Don’t get “framed”
One of the most expensive habits I ever developed was that of framing photographs and memorabilia. In the mid-1980s, my sister worked in a frame shop and set a trend in our family for framing. We framed everything from movie posters to unique postcards to postage stamps. If I got an award, I framed it. And on and on.
In the early 1990s, Martha Stewart started her magazine “Living,” and often showcased walls of photos and mementos framed in black or silver and matted in white. I followed her lead and reframed dozens of items to match. The woman at the frame shop started giving me her “friends and family” discount. I spent a small fortune there, more than I spent on shoes and handbags combined.
When circumstances and my tastes changed, I had thousands of dollars’ worth of framed pieces that I would either have to store or dispense with. Since they were highly personal items, donation and consignment weren’t an option. I decided to store my very favorites, about 10, in a plastic bin in the garage. For the others, all I could do was remove the personal item and donate the empty frame. The amount of money I’d spent and could not recoup cured me of my framing habit.
I have lots of clients for whom framing is an ambition to be realized (if they are on a budget) or a passion to be indulged (if they can afford it). I get very anxious for them not to make the same mistakes I did. There are several points I will caution a client about before he or she makes a trip to the frame shop. Here are a few:
• Is the item a treasured possession, such as a fragile, old family photo, a piece of handmade lace, or a brittle newspaper article, that would benefit from the protection of a frame and glazing? It might be worth framing even though you may not display it forever.

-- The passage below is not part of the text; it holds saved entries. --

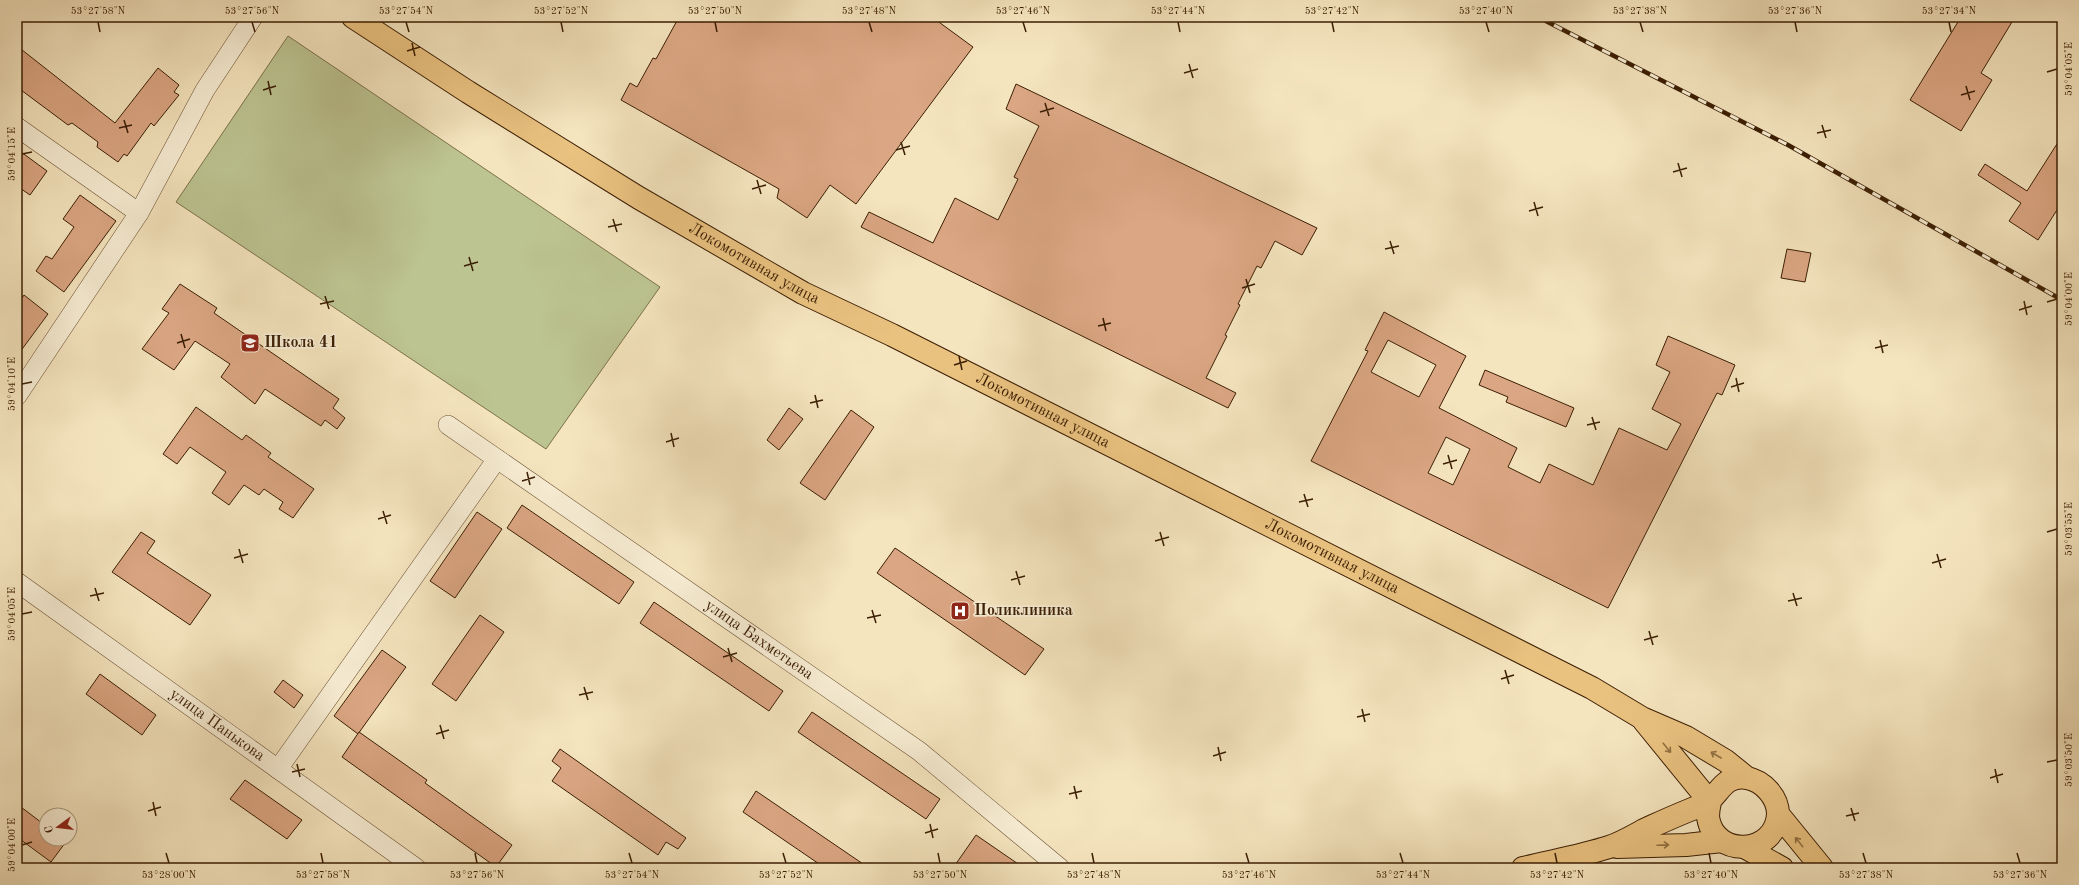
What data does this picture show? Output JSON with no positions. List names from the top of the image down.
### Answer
{
  "streets": {
    "main road": ["Локомотивная улица"],
    "street": ["улица Бахметьева", "улица Панькова"]
  },
  "places": {
    "school or university": ["Школа 41"],
    "hospital": ["Поликлиника"]
  },
  "north": "left",
  "coordinates": [
    "53°27'58\"N",
    "53°27'56\"N",
    "53°27'54\"N",
    "53°27'52\"N",
    "53°27'50\"N",
    "53°27'48\"N",
    "53°27'46\"N",
    "53°27'44\"N",
    "53°27'42\"N",
    "53°27'40\"N",
    "53°27'38\"N",
    "53°27'36\"N",
    "53°27'34\"N",
    "59°04'05\"E",
    "59°04'15\"E",
    "59°04'00\"E",
    "59°04'10\"E",
    "59°03'55\"E",
    "59°03'50\"E",
    "53°28'00\"N"
  ]
}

• Is it a flattering photo of yourself, a friend or loved one from a significant occasion that will make you happy every time you see it and that you would like others to see? Most photos belong in a photo album at best, or in the trash if they are not flattering, in focus or in some way interesting.
• If you have a large home, a whole wall of family photos, floor to ceiling, in a hall, entry or stairway can be terrific, but the trick is to tie them together in a matching color family or style of frame. Also, keep it interesting and current by trading out photos as the children grow up or grandchildren are born and so on.
• A contained collection is artistic; a meandering, sprawling collection is clutter, unless you have the help of a good decorator to edit and place them for you.
• Be careful about where you hang precious family photos and memorabilia. Hallways are great because there is usually very little sunlight getting into them. Photos fade incredibly quickly in the sun, so if you don’t protect them with proper placement and UV glass, you will have a washed-out, unrecognizable collection in a few short months.
• Another consideration when hanging personal photos and items is public space (say, the living room) versus private space. A thoughtful approach is to hang personal items in personal spaces — the bathrooms, an office, family room or den, or, as mentioned above, in hallways and places your guests won’t spend much time in. It can be fun to examine photos in a hall on the way to the powder room, but might be a little intimidating to have all that personality crowding a living room.
• Many feng shui experts say that photographs of people don’t belong in a bedroom either. People “staring” at you when you sleep doesn’t make for the best night’s rest.
• An album of wonderful pictures on a coffee table is sometimes more enjoyable and definitely less expensive than a wall full of frames, and much easier to store if you grow tired of it. When in doubt, don’t frame, or at least get an inexpensive frame and live with the item awhile before investing in custom framing. Beautiful second-hand frames are out there for pennies on the dollar. I should know; some of them were mine.